Nach diesem gelungenen Coup erhält Capt. Clive Norton (Craig Hill) den offiziellen Auftrag das gestohlene Gold wieder herbeizuschaffen. Norton besteht aber darauf Ted Hunter (Ettore Manni) an seiner Seite zu haben, der von den Mexikanern wegen seiner goldverzierten Weste auch "El Chaleco" genannt wird. Dieser "El Chaleco" ist aber ein Mörder und Deserteur, der bereits zum Tode durch den Strang verurteilt ist. Er hat jedoch auch selber ein persönliches Interesse Norton zu helfen, denn "Billy Gunn" ist Hunters Bruder, mit dem er noch eine alte Rechnung zu begleichen hat!
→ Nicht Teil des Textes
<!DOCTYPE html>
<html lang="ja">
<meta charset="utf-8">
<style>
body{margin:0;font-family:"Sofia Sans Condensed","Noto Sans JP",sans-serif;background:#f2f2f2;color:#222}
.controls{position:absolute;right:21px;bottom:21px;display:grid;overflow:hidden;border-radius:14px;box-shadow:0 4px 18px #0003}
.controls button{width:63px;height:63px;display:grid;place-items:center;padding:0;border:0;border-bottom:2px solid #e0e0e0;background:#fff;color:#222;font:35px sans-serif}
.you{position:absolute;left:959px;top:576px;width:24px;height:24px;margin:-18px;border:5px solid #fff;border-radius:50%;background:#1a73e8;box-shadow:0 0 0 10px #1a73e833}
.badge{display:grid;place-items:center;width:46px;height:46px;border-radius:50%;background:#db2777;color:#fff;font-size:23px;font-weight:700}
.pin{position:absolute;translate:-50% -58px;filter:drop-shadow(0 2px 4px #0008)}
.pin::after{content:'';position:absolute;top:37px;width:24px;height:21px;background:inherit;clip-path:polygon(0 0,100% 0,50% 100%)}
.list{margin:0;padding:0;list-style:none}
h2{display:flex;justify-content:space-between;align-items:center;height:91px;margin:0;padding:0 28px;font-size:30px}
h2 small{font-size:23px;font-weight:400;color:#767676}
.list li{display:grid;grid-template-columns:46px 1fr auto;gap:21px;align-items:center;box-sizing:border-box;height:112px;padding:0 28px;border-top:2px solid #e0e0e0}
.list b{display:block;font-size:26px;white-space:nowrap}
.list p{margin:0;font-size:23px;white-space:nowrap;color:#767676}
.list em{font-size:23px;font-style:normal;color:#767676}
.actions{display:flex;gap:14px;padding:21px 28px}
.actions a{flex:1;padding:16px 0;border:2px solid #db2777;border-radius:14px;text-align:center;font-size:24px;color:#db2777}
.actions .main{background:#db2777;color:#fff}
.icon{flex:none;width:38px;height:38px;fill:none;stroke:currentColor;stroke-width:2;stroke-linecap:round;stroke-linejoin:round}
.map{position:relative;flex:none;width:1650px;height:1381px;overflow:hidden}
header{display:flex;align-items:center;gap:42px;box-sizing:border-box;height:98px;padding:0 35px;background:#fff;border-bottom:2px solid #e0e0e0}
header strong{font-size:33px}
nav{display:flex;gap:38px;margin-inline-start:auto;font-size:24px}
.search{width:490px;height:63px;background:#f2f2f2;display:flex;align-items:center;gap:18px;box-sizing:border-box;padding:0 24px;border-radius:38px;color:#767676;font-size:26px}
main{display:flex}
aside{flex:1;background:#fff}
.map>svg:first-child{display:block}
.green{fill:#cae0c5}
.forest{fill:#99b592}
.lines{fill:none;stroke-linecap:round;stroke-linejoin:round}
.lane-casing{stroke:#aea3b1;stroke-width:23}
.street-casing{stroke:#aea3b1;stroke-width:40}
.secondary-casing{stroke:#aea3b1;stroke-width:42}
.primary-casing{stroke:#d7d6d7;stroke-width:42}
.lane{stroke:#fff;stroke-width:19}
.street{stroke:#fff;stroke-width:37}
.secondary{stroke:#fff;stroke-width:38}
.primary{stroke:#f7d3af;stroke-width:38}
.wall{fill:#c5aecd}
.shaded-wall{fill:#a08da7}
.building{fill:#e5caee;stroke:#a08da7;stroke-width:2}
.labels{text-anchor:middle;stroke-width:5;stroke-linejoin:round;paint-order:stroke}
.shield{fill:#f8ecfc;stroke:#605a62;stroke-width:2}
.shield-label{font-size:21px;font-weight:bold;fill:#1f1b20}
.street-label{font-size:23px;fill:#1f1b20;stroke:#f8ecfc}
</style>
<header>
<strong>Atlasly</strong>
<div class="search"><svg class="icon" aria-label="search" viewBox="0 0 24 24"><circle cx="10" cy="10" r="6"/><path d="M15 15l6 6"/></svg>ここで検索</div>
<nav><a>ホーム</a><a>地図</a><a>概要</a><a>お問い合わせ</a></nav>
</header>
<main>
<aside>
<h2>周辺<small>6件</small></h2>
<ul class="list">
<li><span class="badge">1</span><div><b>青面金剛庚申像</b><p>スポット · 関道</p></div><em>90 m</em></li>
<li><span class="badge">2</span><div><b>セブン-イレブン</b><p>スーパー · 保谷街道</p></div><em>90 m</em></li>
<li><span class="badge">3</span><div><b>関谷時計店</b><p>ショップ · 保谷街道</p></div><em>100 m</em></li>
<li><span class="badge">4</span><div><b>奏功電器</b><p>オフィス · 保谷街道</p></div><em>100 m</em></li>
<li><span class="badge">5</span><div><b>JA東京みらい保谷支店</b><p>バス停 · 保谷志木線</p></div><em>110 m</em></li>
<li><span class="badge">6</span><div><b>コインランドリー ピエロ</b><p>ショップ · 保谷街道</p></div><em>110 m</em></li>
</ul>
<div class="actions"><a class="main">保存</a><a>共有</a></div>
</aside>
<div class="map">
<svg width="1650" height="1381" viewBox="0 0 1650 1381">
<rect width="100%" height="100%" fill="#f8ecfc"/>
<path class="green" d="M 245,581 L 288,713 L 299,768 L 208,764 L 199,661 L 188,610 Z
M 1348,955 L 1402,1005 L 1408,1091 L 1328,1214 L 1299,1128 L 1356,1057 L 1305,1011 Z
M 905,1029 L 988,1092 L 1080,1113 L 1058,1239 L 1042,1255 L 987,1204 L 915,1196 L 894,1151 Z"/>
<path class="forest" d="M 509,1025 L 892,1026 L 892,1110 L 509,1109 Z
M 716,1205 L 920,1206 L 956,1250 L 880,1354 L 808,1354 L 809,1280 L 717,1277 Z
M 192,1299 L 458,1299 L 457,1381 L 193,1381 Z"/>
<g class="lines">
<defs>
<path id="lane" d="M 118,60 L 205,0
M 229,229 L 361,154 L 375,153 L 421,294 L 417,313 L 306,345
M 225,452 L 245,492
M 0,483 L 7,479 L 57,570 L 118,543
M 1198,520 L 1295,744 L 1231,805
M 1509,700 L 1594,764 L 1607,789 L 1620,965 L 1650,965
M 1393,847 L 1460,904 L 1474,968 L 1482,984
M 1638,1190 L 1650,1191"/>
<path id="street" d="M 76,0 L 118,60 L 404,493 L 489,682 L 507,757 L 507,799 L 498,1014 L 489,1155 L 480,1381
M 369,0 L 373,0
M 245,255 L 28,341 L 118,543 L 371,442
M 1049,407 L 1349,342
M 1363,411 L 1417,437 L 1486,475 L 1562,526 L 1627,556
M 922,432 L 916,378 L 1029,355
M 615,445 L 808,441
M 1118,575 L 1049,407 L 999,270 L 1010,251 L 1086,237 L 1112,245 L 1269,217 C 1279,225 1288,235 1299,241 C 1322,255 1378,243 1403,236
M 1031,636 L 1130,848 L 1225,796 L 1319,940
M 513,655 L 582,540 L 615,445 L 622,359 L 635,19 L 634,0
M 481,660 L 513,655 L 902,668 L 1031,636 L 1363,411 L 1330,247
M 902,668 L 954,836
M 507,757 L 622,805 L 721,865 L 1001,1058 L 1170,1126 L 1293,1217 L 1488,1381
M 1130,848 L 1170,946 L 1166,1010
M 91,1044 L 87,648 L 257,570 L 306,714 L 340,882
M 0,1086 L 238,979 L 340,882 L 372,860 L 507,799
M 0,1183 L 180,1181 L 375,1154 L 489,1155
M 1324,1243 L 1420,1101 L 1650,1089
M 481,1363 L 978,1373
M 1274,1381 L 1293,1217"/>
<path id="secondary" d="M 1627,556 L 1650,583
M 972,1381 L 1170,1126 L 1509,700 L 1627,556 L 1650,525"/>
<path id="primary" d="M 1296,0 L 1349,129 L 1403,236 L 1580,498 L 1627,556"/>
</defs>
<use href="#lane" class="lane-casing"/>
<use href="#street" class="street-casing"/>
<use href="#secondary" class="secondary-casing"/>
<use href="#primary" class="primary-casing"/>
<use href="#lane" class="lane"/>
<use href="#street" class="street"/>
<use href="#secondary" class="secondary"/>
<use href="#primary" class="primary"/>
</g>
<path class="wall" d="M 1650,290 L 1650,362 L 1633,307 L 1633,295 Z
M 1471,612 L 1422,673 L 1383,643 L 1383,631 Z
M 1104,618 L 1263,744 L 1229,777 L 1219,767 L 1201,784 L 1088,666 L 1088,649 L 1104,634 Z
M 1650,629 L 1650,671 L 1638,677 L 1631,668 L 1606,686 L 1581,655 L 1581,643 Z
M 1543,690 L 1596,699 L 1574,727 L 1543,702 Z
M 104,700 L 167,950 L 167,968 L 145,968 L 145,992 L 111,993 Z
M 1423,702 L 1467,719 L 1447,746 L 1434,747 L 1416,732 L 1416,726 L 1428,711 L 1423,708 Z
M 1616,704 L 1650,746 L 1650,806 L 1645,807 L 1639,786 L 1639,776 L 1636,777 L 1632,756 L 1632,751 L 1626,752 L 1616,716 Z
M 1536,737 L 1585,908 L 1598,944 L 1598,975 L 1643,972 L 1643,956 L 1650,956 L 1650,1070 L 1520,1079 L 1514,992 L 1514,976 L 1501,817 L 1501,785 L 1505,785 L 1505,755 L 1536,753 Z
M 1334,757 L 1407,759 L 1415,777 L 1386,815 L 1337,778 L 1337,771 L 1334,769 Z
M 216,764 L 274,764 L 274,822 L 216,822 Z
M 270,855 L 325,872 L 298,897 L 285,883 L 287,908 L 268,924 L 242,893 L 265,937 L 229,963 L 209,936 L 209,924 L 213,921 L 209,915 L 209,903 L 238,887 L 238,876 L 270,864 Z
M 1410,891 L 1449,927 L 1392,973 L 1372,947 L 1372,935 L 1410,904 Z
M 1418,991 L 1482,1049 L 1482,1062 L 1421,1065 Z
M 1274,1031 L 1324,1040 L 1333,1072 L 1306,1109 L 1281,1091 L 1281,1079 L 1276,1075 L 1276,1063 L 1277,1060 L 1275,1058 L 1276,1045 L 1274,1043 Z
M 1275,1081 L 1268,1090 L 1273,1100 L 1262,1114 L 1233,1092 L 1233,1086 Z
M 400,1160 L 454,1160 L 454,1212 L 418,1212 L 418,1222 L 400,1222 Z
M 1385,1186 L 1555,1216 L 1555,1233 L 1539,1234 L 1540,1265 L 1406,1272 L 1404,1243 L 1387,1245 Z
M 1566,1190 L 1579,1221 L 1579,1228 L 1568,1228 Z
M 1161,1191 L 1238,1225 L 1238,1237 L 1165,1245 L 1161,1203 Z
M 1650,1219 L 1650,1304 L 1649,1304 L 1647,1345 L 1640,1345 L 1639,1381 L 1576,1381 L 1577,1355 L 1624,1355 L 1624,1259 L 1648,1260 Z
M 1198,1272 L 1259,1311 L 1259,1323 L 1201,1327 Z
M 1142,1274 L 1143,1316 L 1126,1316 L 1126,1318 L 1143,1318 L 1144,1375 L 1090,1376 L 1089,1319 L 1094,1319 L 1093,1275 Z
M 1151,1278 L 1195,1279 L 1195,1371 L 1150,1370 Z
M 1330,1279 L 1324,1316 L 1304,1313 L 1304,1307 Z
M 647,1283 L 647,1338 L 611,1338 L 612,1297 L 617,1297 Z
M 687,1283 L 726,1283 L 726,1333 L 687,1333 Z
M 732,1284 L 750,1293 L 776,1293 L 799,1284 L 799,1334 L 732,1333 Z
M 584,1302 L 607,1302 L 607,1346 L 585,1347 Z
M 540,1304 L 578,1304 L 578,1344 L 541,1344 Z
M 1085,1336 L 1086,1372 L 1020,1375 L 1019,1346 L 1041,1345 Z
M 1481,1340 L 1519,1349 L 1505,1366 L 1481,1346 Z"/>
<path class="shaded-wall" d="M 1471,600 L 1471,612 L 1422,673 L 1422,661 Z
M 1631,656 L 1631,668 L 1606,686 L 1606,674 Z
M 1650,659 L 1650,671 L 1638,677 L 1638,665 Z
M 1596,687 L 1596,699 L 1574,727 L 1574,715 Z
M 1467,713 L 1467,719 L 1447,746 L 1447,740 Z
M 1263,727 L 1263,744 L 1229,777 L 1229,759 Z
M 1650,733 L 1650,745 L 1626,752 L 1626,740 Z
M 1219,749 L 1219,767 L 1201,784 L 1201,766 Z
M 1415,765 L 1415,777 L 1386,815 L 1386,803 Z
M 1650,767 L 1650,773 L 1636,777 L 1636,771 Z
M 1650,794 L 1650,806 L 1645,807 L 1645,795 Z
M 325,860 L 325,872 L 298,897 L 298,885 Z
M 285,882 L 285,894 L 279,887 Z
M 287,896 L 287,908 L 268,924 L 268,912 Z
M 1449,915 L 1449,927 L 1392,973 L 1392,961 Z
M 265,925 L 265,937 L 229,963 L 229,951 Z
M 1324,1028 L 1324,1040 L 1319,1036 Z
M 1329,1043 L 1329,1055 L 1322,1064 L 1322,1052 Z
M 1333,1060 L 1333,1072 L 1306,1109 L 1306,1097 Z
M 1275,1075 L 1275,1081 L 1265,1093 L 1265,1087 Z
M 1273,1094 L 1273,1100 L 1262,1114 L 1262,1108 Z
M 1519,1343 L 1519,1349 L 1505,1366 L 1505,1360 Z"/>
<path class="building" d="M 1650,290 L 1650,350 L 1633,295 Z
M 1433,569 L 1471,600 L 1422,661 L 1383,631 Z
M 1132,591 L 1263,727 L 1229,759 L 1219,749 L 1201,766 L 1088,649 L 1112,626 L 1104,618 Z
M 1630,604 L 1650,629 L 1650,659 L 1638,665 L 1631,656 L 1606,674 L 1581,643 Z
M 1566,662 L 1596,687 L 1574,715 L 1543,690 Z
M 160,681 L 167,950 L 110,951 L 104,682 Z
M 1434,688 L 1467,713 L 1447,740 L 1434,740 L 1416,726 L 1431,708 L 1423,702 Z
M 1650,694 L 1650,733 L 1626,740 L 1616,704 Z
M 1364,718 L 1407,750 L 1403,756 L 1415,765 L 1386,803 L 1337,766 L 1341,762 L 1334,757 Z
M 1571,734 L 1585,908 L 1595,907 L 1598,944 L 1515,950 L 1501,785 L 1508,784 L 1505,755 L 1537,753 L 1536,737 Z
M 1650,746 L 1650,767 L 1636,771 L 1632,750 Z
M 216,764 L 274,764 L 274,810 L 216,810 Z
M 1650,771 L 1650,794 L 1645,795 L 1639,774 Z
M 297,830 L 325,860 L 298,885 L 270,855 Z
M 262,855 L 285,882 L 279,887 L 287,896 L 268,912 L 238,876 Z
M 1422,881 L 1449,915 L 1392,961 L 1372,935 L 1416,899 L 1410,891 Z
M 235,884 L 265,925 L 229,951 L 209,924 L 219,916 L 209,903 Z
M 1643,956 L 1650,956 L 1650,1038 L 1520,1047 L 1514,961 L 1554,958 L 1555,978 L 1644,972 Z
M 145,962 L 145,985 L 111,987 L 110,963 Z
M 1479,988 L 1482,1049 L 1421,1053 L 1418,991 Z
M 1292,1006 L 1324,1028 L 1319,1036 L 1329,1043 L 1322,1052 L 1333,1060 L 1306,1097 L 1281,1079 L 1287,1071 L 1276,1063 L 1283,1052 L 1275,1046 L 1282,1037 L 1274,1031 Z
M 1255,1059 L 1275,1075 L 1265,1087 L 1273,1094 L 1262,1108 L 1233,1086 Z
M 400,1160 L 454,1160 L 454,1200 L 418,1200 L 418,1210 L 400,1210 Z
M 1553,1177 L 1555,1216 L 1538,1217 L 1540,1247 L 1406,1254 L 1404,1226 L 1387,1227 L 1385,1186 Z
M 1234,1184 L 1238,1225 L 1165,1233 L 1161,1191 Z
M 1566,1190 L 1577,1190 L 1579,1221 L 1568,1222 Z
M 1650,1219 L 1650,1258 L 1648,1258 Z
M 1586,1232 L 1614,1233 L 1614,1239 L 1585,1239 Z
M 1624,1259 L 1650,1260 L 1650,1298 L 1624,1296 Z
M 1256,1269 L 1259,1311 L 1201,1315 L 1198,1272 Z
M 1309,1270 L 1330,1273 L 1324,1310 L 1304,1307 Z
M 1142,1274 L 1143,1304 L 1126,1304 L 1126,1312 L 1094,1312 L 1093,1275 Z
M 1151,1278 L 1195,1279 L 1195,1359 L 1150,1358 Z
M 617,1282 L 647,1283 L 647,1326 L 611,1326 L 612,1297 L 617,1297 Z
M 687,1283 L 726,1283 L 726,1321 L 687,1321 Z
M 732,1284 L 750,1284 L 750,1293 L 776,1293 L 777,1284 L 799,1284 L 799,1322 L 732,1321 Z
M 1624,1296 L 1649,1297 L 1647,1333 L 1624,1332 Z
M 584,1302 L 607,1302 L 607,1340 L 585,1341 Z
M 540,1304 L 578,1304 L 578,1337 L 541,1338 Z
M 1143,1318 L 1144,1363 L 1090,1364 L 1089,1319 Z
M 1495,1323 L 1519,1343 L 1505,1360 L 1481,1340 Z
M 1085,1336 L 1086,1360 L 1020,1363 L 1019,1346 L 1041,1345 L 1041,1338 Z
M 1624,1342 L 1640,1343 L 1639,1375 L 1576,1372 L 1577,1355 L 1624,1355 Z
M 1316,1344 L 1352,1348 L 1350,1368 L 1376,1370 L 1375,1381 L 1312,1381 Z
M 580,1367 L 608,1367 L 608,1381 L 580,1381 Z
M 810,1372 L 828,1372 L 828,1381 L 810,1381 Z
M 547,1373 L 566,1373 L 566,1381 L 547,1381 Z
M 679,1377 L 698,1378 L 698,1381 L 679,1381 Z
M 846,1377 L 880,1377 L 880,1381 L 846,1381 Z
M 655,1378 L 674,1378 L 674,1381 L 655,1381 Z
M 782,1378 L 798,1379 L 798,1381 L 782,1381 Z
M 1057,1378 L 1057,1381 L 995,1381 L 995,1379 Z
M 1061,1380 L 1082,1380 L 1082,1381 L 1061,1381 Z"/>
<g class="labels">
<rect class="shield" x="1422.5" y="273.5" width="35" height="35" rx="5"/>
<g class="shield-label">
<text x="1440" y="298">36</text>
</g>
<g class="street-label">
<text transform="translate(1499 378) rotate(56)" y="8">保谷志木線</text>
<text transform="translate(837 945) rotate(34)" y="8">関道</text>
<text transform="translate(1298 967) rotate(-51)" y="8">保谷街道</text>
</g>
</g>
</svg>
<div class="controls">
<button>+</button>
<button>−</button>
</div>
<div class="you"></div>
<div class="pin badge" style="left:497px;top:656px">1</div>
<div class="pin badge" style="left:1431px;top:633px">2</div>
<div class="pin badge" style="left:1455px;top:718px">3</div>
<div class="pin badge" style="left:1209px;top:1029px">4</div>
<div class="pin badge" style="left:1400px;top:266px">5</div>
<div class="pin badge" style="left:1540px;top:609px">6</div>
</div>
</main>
Doch nicht nur die Bande um Billy Gunn will das Gold, sondern auch Jefe Cordero (Franceso Santovetti) mit seinen mexikanischen Banditen, nachdem dieser es von seinem stotternden Kontaktmann Sateras erfahren hat. Eine kleine Hilfe könnte "Opa Whiskey" (Giuseppe Sorrentino) für Norton darstellen, da dieser angeblich weiß, wo sich Billy Gunn aufhält. Aber selbst wenn sie Gunn finden - können es Norton und Hunter tatsächlich alleine mit zwei Banden aufnehmen, die beide an dem Gold interessiert sind? Und kann sich Norton auf die Aussage von Opa Whiskey und insbesondere auf Ted Hunter verlassen???
Ja, da hätten wir mal wieder eine etwas komplexere Banditenstory in einem recht gut ausgestatteten Italowestern...
...wären da nicht einige Schwächen, mit denen ich diesmal beginnen möchte:
- Die Filmmusik beinhaltet zwar 1, 2 nette Stücke, ist ansonsten aber ziemlicher Schrott! Nicht nur, dass es schon rein klanglich überhaupt nicht zu diesem rauhen und stellenweise sehr harten Western passt, nein manchmal hört es sich an wie bei einem "Kasperle-Theater"!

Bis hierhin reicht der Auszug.